Une décision qui témoigne d’une approche différente, moins ancrée sur les principes et plus axée sur les principes de la gestion d’entreprise.

Une telle affirmation semble peut-être exagérée. Il y a cependant plusieurs éléments à prendre en compte.

Tout d’abord, Benoît XVI est devenu pape après une longue période de fin de pontificat de Jean-Paul II, qui ne pouvait plus prendre toutes les décisions et autour duquel s’étaient noués des liens de pouvoir et d’intérêt qui n’étaient pas faciles à dénouer.

Benoît XVI a été choisi précisément parce qu’il était l’un des rares à jouir d’une réputation inattaquable et à pouvoir porter un si grand héritage sur ses épaules. Benoît XVI a commencé le travail de redéfinition des choses, de leur purification, de leur démondanisation selon un terme qui lui était cher. La philosophie de cette réforme a été esquissée dans ses discours en Allemagne en 2011, devant une Église, comme il l’a expliqué, qui risquait d’être riche en œuvres, mais pauvre en esprit. Pour lui, l’Église en Allemagne était l’exemple à ne pas suivre, ou plutôt le laboratoire des choses à éviter.

De nombreuses réformes de Benoît XVI doivent être lues dans ce sens. Par exemple, la réforme des statuts de Caritas Internationalis. Mais aussi la réforme du système financier et l’adhésion à des normes internationales compatibles avec la mission de l’Église. Et l’institution du Conseil pontifical pour la promotion de la nouvelle évangélisation, le bureau des séminaires au sein de la Congrégation pour le clergé, et les lignes directrices de la diplomatie pontificale.

Le pontificat de Benoît XVI a été un grand effort pour rétablir les principes de la foi, pour briser les anciennes alliances de pouvoir et pour donner une nouvelle philosophie au gouvernement de l’Église. Puis, en 2013, Benoît XVI a renoncé, et dans sa déclaration de renonciation, il y avait un signal précis : nous avions besoin d’un pape plus jeune qui puisse continuer le travail. Il n’était plus temps de créer les principes, il était temps de les mettre en pratique avec force, énergie et constance contre tous les vents contraires.

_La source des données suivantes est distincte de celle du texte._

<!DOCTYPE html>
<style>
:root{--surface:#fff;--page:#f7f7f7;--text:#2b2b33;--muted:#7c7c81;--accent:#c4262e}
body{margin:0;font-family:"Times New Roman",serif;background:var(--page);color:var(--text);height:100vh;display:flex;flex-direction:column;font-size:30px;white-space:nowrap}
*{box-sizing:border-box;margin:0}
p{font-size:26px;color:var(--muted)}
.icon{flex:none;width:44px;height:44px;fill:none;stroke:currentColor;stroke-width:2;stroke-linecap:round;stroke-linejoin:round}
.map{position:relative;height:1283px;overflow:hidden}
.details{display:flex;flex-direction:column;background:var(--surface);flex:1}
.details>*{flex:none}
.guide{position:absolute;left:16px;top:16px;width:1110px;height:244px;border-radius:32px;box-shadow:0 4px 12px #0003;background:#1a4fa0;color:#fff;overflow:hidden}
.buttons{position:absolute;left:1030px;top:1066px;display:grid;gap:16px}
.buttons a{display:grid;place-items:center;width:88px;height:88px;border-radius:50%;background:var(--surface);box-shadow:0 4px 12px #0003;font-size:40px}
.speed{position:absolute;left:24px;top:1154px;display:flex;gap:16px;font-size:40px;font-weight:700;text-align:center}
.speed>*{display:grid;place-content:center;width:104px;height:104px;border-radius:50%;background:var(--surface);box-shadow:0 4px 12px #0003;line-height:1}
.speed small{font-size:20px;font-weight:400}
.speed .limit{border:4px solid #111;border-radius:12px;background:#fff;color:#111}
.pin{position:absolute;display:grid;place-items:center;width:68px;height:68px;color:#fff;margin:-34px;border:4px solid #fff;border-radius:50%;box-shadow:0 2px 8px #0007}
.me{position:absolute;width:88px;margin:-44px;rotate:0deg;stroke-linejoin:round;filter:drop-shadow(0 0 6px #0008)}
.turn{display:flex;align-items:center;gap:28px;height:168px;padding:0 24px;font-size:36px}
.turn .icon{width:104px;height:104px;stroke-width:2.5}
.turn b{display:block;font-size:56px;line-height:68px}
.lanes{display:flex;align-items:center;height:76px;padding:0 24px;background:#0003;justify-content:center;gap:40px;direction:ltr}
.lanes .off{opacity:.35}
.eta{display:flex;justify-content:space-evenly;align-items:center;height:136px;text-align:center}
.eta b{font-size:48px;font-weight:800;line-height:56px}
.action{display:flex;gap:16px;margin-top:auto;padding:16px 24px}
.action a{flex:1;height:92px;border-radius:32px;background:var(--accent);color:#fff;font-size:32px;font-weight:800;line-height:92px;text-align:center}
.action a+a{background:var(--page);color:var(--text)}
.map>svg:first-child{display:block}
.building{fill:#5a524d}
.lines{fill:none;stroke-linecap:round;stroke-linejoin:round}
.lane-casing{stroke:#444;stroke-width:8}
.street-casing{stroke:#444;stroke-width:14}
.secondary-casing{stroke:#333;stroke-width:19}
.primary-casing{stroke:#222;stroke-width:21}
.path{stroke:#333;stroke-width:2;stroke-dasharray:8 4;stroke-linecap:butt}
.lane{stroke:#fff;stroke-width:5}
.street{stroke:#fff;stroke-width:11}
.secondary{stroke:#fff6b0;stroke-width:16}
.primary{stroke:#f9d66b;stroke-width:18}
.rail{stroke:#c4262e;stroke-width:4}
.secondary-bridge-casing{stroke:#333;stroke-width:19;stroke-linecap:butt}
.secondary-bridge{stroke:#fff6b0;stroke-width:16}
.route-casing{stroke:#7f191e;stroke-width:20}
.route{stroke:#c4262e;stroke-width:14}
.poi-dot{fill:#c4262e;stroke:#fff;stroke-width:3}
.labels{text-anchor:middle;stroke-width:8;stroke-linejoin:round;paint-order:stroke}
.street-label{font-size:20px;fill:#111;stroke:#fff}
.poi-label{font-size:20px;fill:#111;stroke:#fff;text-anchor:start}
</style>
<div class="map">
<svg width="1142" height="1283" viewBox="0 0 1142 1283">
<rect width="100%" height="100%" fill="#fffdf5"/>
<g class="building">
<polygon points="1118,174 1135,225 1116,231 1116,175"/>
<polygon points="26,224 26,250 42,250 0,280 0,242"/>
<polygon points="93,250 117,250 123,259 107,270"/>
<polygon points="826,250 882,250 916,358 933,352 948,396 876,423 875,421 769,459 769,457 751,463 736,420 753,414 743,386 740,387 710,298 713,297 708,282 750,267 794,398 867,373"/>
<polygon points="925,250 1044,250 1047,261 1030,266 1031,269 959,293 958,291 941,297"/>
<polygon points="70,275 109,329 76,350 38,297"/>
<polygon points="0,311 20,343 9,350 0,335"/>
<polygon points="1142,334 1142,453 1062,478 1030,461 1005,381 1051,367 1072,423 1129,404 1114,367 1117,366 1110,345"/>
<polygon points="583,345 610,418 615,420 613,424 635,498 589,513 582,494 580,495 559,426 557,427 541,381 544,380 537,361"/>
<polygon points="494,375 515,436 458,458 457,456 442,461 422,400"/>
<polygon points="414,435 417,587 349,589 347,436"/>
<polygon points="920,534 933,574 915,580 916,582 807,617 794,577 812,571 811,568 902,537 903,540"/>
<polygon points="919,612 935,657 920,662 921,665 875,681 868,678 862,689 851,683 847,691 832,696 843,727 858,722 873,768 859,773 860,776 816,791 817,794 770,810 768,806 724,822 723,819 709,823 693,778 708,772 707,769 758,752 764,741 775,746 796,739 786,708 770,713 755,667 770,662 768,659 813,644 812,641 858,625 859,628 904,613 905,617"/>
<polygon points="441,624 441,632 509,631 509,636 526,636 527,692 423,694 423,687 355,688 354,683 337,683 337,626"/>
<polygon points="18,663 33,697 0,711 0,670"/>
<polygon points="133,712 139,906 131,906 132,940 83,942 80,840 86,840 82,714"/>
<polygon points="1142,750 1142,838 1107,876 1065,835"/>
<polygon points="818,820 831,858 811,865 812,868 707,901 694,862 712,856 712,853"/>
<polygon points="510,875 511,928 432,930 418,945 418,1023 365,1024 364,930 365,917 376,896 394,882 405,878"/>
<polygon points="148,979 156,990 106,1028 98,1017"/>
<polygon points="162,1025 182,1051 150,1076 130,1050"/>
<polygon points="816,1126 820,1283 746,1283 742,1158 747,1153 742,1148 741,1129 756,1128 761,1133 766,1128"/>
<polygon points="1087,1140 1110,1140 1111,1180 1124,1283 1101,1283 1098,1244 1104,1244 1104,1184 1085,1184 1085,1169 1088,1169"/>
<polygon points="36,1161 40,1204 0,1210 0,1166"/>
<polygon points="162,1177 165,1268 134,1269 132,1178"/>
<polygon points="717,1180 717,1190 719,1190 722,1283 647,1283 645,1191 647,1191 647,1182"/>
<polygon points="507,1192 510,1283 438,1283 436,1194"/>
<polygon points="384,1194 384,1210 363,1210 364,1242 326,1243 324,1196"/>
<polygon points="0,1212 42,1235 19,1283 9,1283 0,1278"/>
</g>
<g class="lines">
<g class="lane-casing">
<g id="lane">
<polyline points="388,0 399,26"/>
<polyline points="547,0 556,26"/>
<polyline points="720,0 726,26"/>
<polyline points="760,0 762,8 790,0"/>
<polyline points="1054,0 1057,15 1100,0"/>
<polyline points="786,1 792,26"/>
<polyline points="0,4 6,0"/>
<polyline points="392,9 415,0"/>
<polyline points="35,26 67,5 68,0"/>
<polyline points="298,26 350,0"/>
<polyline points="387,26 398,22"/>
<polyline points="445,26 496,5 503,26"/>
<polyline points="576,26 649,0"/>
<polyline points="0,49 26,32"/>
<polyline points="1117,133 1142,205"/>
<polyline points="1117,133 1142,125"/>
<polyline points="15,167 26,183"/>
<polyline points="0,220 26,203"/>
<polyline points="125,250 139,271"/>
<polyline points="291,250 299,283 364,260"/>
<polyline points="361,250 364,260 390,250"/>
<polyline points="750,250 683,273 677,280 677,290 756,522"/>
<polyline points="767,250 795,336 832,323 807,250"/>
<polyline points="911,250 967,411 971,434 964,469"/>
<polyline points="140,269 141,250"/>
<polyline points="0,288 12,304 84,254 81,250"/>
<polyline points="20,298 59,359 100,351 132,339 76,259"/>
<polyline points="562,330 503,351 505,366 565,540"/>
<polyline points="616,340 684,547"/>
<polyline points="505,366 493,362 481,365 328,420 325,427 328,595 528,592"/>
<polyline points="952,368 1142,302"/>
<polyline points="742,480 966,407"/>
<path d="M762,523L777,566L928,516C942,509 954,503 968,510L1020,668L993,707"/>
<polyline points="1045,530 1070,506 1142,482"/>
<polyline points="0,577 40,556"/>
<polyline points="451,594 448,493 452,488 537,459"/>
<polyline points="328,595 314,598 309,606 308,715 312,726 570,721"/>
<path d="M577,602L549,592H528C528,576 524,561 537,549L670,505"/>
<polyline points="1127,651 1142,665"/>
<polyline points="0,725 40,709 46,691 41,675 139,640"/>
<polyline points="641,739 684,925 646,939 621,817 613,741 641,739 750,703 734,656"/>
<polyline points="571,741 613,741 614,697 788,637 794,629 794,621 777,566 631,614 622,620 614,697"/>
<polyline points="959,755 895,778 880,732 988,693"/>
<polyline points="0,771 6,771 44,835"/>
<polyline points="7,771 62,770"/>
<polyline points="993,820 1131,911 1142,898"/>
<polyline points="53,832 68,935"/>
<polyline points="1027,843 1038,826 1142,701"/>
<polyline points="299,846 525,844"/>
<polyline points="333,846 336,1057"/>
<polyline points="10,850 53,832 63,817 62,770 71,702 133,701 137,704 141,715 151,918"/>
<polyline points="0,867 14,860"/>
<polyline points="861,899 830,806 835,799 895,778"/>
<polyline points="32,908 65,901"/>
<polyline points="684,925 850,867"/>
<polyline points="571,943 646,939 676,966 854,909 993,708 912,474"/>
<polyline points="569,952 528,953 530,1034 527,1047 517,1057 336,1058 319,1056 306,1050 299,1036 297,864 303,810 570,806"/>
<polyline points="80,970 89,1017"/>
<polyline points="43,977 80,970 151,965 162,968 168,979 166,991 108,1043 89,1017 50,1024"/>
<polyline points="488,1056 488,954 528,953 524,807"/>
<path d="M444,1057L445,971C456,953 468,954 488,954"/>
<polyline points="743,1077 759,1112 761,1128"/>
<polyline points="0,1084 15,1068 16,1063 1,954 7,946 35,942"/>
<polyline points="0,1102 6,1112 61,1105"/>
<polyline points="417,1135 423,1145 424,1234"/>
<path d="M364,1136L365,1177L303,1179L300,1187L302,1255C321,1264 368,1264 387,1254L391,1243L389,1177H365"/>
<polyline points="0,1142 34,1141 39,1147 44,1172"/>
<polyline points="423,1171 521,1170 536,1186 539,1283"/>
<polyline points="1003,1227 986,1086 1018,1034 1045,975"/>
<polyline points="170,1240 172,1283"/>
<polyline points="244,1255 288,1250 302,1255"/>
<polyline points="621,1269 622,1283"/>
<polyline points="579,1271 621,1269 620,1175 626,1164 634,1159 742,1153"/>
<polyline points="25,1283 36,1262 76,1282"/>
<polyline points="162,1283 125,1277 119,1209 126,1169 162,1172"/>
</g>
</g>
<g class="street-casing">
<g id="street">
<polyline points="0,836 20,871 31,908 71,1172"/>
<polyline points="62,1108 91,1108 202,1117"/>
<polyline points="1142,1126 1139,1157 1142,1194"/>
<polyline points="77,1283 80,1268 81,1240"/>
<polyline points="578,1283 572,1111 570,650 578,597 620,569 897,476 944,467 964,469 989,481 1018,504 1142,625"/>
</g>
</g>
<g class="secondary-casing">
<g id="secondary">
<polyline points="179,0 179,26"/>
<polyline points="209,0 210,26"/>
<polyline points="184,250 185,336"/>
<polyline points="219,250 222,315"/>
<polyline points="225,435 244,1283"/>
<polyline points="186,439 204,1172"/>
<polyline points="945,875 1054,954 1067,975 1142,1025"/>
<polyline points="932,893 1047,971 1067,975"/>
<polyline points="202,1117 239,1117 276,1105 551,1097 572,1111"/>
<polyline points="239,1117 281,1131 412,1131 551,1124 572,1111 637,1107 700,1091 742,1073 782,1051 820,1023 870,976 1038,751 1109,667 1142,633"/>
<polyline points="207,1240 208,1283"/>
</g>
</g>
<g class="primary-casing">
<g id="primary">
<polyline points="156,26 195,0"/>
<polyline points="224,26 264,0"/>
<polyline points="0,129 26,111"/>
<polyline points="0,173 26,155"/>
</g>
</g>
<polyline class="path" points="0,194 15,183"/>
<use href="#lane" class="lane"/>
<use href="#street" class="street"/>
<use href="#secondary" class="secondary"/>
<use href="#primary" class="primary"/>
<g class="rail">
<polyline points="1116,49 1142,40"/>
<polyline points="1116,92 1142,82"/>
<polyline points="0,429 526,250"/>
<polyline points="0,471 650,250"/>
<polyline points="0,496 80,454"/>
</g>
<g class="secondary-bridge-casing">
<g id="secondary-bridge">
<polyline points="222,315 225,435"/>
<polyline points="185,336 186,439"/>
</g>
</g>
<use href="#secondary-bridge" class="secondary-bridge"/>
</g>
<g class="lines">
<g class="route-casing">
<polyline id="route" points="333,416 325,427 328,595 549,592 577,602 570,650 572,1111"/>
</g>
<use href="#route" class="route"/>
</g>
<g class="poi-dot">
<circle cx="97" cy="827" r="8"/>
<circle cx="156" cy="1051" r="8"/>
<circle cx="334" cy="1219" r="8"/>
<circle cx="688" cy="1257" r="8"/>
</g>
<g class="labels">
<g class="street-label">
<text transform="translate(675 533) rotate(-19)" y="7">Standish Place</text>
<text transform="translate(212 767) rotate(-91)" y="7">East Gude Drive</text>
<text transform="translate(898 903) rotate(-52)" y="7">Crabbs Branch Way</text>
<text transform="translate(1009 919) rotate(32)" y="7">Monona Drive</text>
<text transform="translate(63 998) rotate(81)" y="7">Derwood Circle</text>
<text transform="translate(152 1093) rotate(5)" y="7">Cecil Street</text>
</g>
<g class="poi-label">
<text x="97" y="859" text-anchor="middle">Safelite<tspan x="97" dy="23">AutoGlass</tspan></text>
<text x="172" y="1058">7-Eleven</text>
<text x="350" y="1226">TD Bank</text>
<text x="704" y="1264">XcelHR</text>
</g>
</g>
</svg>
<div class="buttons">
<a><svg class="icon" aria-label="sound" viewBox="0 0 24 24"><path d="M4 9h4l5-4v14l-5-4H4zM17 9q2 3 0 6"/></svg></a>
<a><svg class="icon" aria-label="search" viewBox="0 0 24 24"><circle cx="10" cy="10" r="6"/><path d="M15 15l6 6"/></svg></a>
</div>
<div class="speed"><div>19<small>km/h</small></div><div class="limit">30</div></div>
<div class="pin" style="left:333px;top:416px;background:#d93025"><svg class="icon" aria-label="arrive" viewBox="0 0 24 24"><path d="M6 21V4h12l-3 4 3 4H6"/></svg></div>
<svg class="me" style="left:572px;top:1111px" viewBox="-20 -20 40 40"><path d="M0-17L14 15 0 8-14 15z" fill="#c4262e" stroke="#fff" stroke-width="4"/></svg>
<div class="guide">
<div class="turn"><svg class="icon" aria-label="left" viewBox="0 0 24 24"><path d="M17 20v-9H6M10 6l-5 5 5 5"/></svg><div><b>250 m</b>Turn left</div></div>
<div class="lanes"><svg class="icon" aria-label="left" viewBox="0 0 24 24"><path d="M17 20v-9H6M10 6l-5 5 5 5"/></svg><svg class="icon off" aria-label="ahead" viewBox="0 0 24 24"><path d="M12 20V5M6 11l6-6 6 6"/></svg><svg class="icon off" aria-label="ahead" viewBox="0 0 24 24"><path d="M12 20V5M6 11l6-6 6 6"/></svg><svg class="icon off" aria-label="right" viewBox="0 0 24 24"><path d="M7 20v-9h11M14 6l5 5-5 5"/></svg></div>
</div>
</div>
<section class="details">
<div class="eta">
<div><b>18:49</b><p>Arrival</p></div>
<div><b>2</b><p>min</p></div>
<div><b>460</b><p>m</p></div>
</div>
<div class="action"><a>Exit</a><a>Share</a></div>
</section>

D’un autre côté, les cardinaux réunis en conclave n’ont pas choisi un jeune pape mais une éventuelle papauté de transition. On savait que le pape François avait un mandat spécifique pour réformer la Curie. Mais il est apparu immédiatement que le débat était dominé par l’ancienne Curie mise de côté par Benoît XVI. Beaucoup étaient âgés, et beaucoup allaient perdre le pouvoir en peu de temps. La renonciation leur donnait une dernière chance.

Le cardinal Danneels a parlé de »mafia de Saint-Gall », et Austen Ivereigh a parlé de « Team Bergoglio » à l’œuvre dans l’élection du pape François. Il y avait cependant un agenda clair derrière le dos du Pape François, qui était de revenir en arrière. Revenir en arrière pour aller de l’avant, voilà le paradoxe. Revenir à une Église plus en phase avec son temps, plus gestionnaire, plus organisée, plus capable de parler au monde.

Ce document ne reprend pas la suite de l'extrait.